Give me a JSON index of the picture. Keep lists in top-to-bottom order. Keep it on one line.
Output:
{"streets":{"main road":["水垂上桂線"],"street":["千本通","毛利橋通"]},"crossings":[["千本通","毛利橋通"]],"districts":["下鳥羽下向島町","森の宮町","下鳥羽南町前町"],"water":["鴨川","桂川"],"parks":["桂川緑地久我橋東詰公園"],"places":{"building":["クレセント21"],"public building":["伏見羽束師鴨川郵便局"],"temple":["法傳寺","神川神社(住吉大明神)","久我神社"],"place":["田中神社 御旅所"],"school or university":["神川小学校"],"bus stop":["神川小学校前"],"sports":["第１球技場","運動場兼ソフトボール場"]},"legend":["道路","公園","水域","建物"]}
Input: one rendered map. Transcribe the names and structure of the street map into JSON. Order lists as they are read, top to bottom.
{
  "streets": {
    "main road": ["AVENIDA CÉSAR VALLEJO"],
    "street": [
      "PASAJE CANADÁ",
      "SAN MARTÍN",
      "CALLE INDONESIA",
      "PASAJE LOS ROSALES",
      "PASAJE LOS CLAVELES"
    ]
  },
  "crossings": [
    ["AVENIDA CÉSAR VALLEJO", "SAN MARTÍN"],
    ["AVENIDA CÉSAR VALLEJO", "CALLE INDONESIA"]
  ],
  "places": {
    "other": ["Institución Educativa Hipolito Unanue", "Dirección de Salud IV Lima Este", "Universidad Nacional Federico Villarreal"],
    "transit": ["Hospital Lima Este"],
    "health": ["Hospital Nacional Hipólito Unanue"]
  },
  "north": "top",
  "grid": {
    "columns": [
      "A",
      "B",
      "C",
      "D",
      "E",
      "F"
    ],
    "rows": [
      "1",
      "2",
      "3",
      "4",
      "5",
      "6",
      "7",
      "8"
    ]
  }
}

☆ ☆ ☆

Task to carry out: Without skipping a line, retype the full listing.

Answer to this exercise:
Give me a JSON index of the picture. Keep lists in top-to-bottom order. Keep it on one line.
Output:
{"streets":{"main road":["水垂上桂線"],"street":["千本通","毛利橋通"]},"crossings":[["千本通","毛利橋通"]],"districts":["下鳥羽下向島町","森の宮町","下鳥羽南町前町"],"water":["鴨川","桂川"],"parks":["桂川緑地久我橋東詰公園"],"places":{"building":["クレセント21"],"public building":["伏見羽束師鴨川郵便局"],"temple":["法傳寺","神川神社(住吉大明神)","久我神社"],"place":["田中神社 御旅所"],"school or university":["神川小学校"],"bus stop":["神川小学校前"],"sports":["第１球技場","運動場兼ソフトボール場"]},"legend":["道路","公園","水域","建物"]}
Input: one rendered map. Transcribe the names and structure of the street map into JSON. Order lists as they are read, top to bottom.
{
  "streets": {
    "main road": ["AVENIDA CÉSAR VALLEJO"],
    "street": [
      "PASAJE CANADÁ",
      "SAN MARTÍN",
      "CALLE INDONESIA",
      "PASAJE LOS ROSALES",
      "PASAJE LOS CLAVELES"
    ]
  },
  "crossings": [
    ["AVENIDA CÉSAR VALLEJO", "SAN MARTÍN"],
    ["AVENIDA CÉSAR VALLEJO", "CALLE INDONESIA"]
  ],
  "places": {
    "other": ["Institución Educativa Hipolito Unanue", "Dirección de Salud IV Lima Este", "Universidad Nacional Federico Villarreal"],
    "transit": ["Hospital Lima Este"],
    "health": ["Hospital Nacional Hipólito Unanue"]
  },
  "north": "top",
  "grid": {
    "columns": [
      "A",
      "B",
      "C",
      "D",
      "E",
      "F"
    ],
    "rows": [
      "1",
      "2",
      "3",
      "4",
      "5",
      "6",
      "7",
      "8"
    ]
  }
}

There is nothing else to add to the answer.